Viernes.
El último día de la semana traía consigo la prueba irrefutable de lo que había visto ayer. La imagen de Daniel cruzando la calle, dirigiéndose a la parada opuesta, se había reproducido en mi mente una y otra vez.
¿Podría haber sido una coincidencia? ¿Tal vez tenía que encontrarse con alguien allí?
Decidí no pensar demasiado. Hoy, mi objetivo era simple: observar. Si volvía a bajarse en el Parque Central, significaba que había una intencionalidad, y eso me obligaría a replantearme todo.

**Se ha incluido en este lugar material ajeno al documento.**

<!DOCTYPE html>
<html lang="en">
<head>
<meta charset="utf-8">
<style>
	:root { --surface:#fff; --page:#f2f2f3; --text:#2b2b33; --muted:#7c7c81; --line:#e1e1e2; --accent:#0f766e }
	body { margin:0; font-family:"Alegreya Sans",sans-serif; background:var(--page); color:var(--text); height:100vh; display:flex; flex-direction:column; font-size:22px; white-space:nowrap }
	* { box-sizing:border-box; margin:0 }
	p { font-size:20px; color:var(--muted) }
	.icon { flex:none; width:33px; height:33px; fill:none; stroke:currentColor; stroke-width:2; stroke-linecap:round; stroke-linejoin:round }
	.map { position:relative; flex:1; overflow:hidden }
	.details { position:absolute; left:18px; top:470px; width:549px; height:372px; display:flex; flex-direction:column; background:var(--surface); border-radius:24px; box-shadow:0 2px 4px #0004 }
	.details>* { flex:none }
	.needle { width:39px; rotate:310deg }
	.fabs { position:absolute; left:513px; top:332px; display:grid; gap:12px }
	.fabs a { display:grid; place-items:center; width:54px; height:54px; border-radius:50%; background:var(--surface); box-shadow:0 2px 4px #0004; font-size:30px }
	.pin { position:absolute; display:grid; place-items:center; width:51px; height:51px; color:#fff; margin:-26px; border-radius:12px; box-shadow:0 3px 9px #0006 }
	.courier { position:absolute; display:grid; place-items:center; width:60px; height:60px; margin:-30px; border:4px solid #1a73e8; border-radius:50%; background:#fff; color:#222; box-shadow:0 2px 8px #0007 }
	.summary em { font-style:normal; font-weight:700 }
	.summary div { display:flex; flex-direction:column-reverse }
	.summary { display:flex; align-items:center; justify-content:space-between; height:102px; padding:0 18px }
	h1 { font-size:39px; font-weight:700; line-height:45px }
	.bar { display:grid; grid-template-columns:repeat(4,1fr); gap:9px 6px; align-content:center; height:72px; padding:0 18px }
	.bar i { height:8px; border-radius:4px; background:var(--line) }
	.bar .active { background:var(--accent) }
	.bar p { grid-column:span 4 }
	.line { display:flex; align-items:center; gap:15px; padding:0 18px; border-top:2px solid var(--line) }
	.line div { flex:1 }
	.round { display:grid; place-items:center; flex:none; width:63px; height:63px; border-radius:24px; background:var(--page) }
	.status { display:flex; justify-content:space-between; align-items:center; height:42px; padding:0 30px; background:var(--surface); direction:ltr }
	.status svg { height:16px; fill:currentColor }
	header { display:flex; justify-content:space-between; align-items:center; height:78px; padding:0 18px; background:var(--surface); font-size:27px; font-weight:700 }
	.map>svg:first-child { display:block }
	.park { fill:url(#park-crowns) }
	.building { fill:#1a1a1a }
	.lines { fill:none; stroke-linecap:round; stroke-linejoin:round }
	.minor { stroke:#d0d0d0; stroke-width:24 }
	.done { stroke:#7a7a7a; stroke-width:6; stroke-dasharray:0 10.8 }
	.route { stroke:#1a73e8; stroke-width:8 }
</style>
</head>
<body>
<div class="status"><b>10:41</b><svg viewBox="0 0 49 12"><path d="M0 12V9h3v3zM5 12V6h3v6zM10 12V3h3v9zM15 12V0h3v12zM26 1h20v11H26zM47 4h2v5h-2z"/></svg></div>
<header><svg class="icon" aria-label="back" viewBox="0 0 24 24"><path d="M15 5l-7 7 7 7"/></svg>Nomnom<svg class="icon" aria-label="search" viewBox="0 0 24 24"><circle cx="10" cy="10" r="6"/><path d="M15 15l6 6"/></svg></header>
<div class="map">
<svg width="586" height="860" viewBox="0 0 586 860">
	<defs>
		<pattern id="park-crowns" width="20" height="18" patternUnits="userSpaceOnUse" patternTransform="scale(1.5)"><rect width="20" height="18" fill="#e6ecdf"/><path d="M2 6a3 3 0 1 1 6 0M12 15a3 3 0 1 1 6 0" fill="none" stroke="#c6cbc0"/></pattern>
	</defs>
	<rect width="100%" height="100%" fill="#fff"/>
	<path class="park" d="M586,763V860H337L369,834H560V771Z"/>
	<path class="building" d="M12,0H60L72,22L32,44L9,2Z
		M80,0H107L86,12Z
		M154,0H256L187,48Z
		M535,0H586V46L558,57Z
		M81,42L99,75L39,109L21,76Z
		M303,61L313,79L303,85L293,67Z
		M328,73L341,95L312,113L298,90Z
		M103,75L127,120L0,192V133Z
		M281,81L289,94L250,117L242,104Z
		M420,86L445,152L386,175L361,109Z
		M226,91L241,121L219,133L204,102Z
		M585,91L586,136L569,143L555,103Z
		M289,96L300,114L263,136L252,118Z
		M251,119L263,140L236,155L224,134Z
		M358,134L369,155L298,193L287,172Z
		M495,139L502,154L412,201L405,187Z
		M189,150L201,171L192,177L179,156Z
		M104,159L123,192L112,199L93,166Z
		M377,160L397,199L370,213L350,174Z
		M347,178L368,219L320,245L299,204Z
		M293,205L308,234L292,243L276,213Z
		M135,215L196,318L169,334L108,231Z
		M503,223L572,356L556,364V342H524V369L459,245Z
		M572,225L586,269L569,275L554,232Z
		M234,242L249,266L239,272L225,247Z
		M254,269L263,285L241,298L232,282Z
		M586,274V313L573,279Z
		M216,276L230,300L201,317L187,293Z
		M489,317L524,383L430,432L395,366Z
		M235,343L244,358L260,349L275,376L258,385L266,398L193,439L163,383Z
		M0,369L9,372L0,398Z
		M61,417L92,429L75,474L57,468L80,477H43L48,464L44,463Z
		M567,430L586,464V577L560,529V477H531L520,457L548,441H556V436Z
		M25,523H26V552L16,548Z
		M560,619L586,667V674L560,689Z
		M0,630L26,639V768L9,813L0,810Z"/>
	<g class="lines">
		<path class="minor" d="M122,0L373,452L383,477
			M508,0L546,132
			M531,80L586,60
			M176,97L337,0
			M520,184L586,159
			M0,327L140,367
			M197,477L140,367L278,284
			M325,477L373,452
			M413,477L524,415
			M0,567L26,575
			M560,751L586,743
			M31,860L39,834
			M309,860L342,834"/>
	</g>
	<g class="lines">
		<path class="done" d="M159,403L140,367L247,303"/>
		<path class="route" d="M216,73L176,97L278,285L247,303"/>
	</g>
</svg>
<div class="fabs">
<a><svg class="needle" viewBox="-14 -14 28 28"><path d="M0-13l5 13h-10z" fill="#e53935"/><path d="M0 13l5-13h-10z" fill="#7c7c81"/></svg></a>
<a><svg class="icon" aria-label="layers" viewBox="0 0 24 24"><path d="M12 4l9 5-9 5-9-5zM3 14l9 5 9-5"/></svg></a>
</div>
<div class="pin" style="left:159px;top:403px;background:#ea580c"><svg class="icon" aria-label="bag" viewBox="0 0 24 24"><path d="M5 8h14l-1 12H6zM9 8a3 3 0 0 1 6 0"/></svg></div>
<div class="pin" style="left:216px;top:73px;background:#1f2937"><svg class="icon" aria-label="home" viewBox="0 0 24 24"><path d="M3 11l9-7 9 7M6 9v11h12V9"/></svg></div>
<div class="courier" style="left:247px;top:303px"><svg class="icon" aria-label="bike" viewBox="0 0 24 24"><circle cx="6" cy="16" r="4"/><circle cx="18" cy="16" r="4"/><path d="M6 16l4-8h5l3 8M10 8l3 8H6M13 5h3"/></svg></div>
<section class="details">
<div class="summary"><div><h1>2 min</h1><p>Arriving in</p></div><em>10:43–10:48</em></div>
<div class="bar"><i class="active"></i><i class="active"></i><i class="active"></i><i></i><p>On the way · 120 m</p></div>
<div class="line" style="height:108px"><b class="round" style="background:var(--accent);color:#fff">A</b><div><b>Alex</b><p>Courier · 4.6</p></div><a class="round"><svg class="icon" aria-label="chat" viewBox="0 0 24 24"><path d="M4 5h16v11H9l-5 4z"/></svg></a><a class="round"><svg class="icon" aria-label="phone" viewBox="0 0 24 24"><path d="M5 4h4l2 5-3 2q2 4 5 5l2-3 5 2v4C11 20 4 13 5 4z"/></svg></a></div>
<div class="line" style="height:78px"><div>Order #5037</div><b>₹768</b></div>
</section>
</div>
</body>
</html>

Llegué. Me senté. Saqué mi libro. Esta vez, era El laberinto de los sueños.
7:18 am. Daniel llegó.
Se sentó en el mismo extremo del banco que el miércoles. Yo estaba lista para el duelo silencioso, pero él no sacó su cuaderno de espiral ni sus audífonos de inmediato. En lugar de eso, se quedó mirando la calle.
—Vas rápido, ¿no? —preguntó, con la voz baja, mirando mi nuevo libro.
—Sí —respondí, con un poco más de seguridad que los días anteriores—. Me enganché. Es un buen contraste después de la épica de la autora arquitecta.
Daniel sonrió, un poco más ampliamente esta vez. La sonrisa le llegaba a los ojos, haciendo que el ligero brillo de la mañana se reflejara en ellos.
—Me gusta el contraste. La mente necesita las dos cosas. La lógica y el caos.
—Entonces, ¿qué estás escribiendo en tu cuaderno? —pregunté, sintiéndome audaz. Por primera vez, estaba haciendo una pregunta que invadía un poco su espacio.
Daniel se encogió de hombros, aún con la media sonrisa.
—Dibujos de sistemas. Y a veces… solo cosas que veo.
El "cosas que veo" resonó en mi cabeza. ¿Me incluiría eso a mí? La chica con el café humeante y la nariz en un libro.
—Interesante —murmuré, forzándome a volver al silencio para no ahuyentarlo con demasiada charla.
La tensión era menor que el lunes, pero se había transformado en algo más sutil: la expectativa. Ya no se trataba de si nos íbamos a hablar, sino de cuánto y sobre qué.
El 203 llegó. Subimos.
Y luego, el momento de la verdad. Daniel, esta vez, se sentó un asiento detrás de mí. Estaba tan cerca que podía oler un leve aroma a jabón y algo parecido a menta. La cercanía era abrumadora.
Nos movimos a través de las paradas. Primera, segunda, tercera… Yo fingía leer, pero cada fibra de mi ser estaba atenta.
Cuarta parada. Nadie se bajó.
Llegamos a la quinta parada: el Parque Central.
Mi corazón se aceleró. Daniel se puso de pie. Se movió con su misma lentitud tranquila hacia la puerta.
El autobús se detuvo. Daniel se paró en el escalón y, antes de bajar, se giró ligeramente, y esta vez, el mensaje era claro.
—Feliz fin de semana —dijo, su voz tan baja que solo yo podía escucharlo sobre el ruido del motor.
—Igualmente —respondí, apenas audible.
Y se fue.
El autobús cerró la puerta y continuó hacia mi destino, el Mercado Viejo.
Lo que hice a continuación no fue tímido en absoluto: me giré y miré directamente por la ventana trasera.
Daniel estaba cruzando la calle. Se dirigió sin dudarlo al banco de la parada opuesta, sacó su cuaderno y se sentó, mirando en dirección al camino por donde yo acababa de desaparecer.
La prueba estaba ahí. Él no se bajaba en su escuela, ni en su casa. Se bajaba solo para asegurarse de que yo, la chica de la parada, no estuviera sola en su último tramo de viaje hasta el Mercado Viejo.
No era una declaración de amor épica. No era un poema. Era un gesto. Lento, tímido, y tan increíblemente considerado que me abrumó por completo.
Me senté el resto del camino con una sonrisa tonta pegada a la cara. Mi corazón no estaba latiendo con pánico, sino con una emoción suave y cálida.
El chico de la parada no me había prestado atención en el pasado. Pero ahora, me estaba prestando la más dulce y silenciosa de las atenciones. Estaba acortando su propio trayecto para extender el mío en su compañía.
Y con el fin de semana por delante, solo podía pensar en el lunes. La parada ya no era un lugar de espera, era un lugar de reencuentro. Y yo, Clara, estaba lista para ese encuentro. Lentamente, pero lista.